Using as many as a dozen access points to the stage, armies appeared and disappeared in seconds. In his best stage picture, while awaiting the decisive battle at Agincourt, the ragged and dirty English army huddled fearfully on the stage while their French opponents (dressed in what looked suspiciously, and wittily anachronistically, like polo whites) hovered above them on the second story of the set open to the sky. Once the battle was fully engaged, and the tables had turned, the fierce English combatants froze in tableau while the stunned French noblemen bled out under them onto the forestage to perform.
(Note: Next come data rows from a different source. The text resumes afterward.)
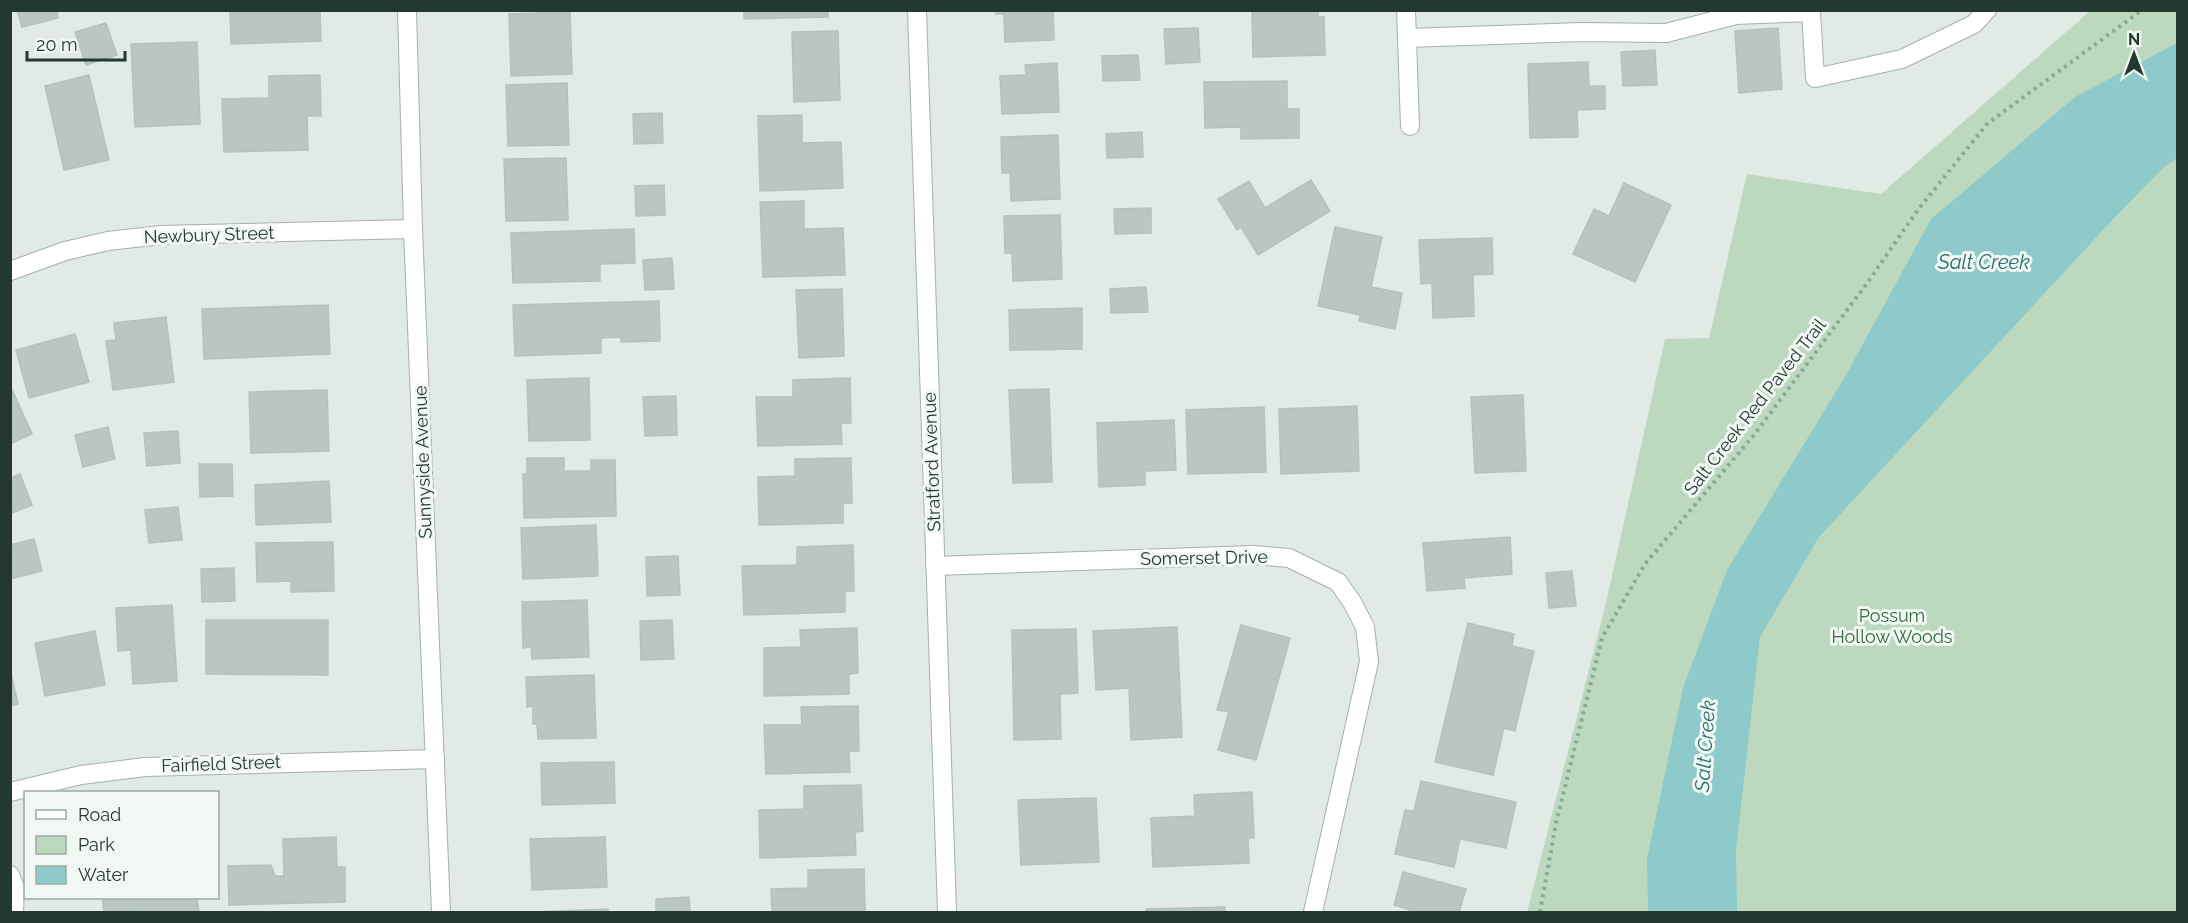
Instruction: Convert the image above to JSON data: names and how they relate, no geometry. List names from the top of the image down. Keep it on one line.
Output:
{"streets":{"street":["Newbury Street","Sunnyside Avenue","Stratford Avenue","Somerset Drive","Fairfield Street"],"path":["Salt Creek Red Paved Trail"]},"crossings":[["Newbury Street","Sunnyside Avenue"],["Sunnyside Avenue","Fairfield Street"],["Stratford Avenue","Somerset Drive"]],"water":["Salt Creek"],"parks":["Possum Hollow Woods"],"legend":["Road","Park","Water"],"scale_bar":"20 m","north":"top"}
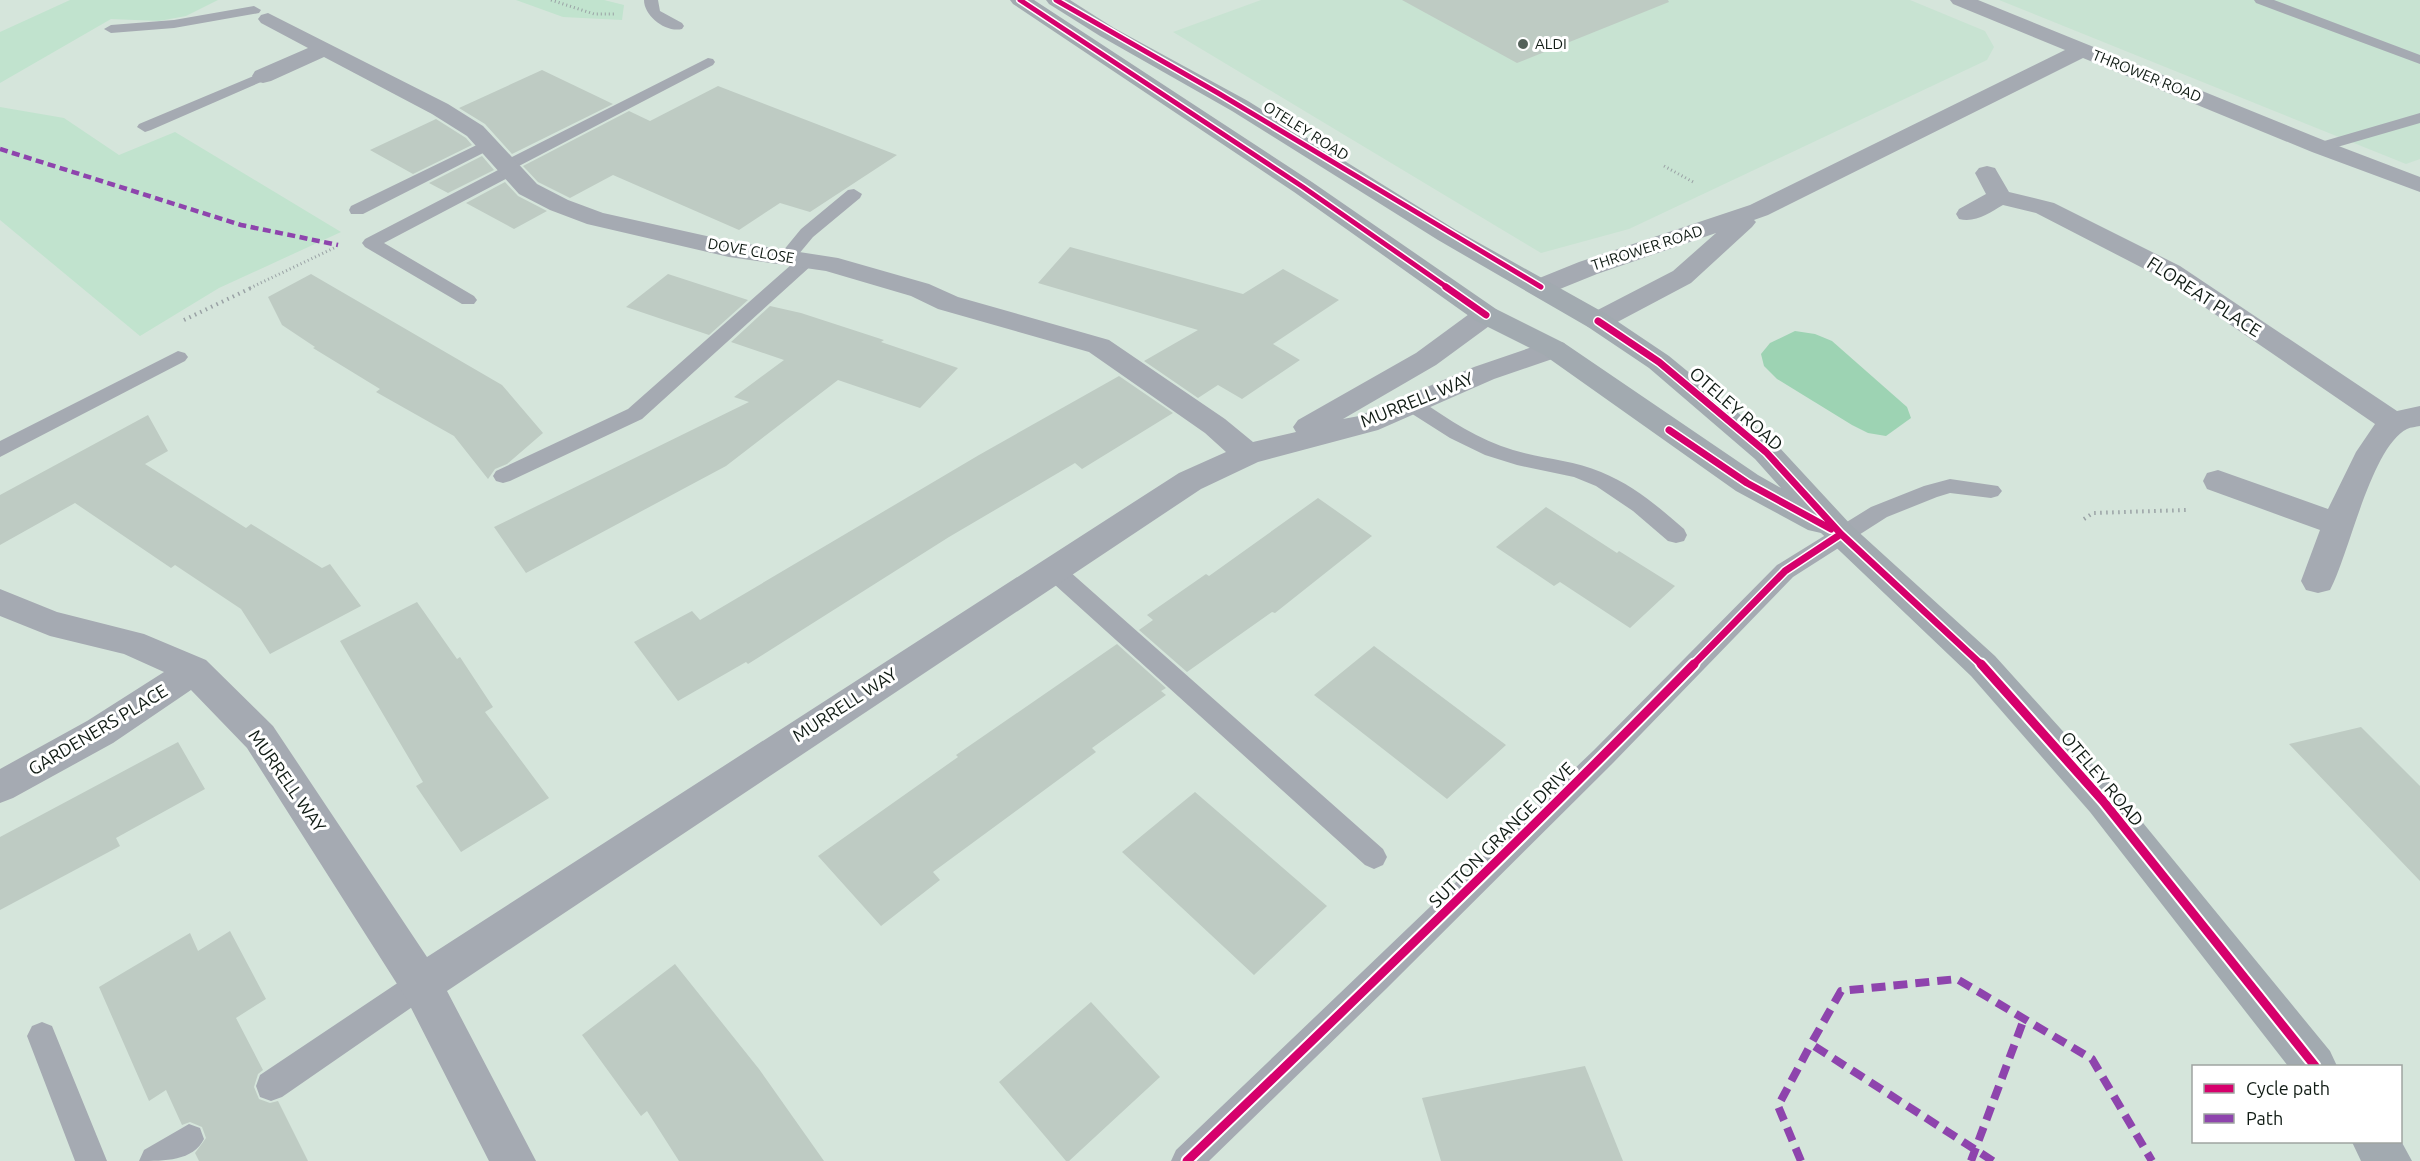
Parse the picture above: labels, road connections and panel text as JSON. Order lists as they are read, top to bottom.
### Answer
{
  "streets": {
    "main road": ["OTELEY ROAD"],
    "street": [
      "THROWER ROAD",
      "DOVE CLOSE",
      "FLOREAT PLACE",
      "MURRELL WAY",
      "GARDENERS PLACE"
    ],
    "lane": ["SUTTON GRANGE DRIVE"]
  },
  "crossings": [
    ["THROWER ROAD", "OTELEY ROAD"],
    ["OTELEY ROAD", "MURRELL WAY"],
    ["OTELEY ROAD", "SUTTON GRANGE DRIVE"],
    ["DOVE CLOSE", "MURRELL WAY"],
    ["MURRELL WAY", "GARDENERS PLACE"]
  ],
  "places": ["ALDI"],
  "legend": ["Cycle path", "Path"]
}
The reversal from their towering power to being literally trod underfoot was all we needed to know about what had happened in the battle, and how suddenly it had all come about.
During the presentation there were many bravura performances, some of which might have seemed more powerful to those of us who had already seen the other production in the summer’s repertoire, The Taming of The Shrew. (My review here.) The rock solid team of Fred Arsenault as Captain Gower and Conan McCarty as Captain Fluellen (Petruchio and his servant Grumio in Shrew) demonstrated what repertory performance is all about in incisively-realized supporting roles. Kit Wilder’s turn as Pistol provided expert comic relief. William Elsman’s over-the-top (in the best possible way) portrait of the Dauphin in the seldom-performed scene about a sonnet written to his horse could easily have been interpolated from a production of Equus for all its sensual intensity.
The hard-working actors playing multiple roles were especially effective. Marion Adler as Mistress Quickly and the French lady-in-waiting Alice, V Craig Heidenreich as The Archbishop of Canterbury, The King of France, and Sir Thomas Erpingham, and Robert Nelson as Nym and the scene-stealing Monsieur Le Fer were all models of versatility. The company’s artistic director, Marco Barricelli, as the play’s famous narrating Chorus and the Duke of Burgundy was the charismatic anchor for the evening.
A production of Henry V ultimately rests on the shoulders of its title character, who speaks a third of the total lines in the play. Charles Pasternak returns after having previously played Prince Hal in Henry IV, Part II for the company. Narrative continuity possibly contributes to his compelling, confident performance of Henry as fully-redeemed prodigal. Pasternak has a powerful presence, and a great theatrical voice, that fills the space to create the illusion of an heroic icon.
Interpretively, I must say, that performance was surprising, as was the overall vision of the play that surrounded it. I have never seen a more unrelentingly positive interpretation of Henry. How, and why exactly, that might be, is the main subject of essay.
Henry Light and Dark
Henry V is an ambiguous play, even by Shakespearean standards. Henry’s motivations are often hard to read, but from his first scene in the play when considering a declaration of war it is not clear whether he is more manipulating or manipulated. Post-Weapons-of-Mass-Destruction debacle of the Bush Era, it is hard to see either as entirely admirable, however.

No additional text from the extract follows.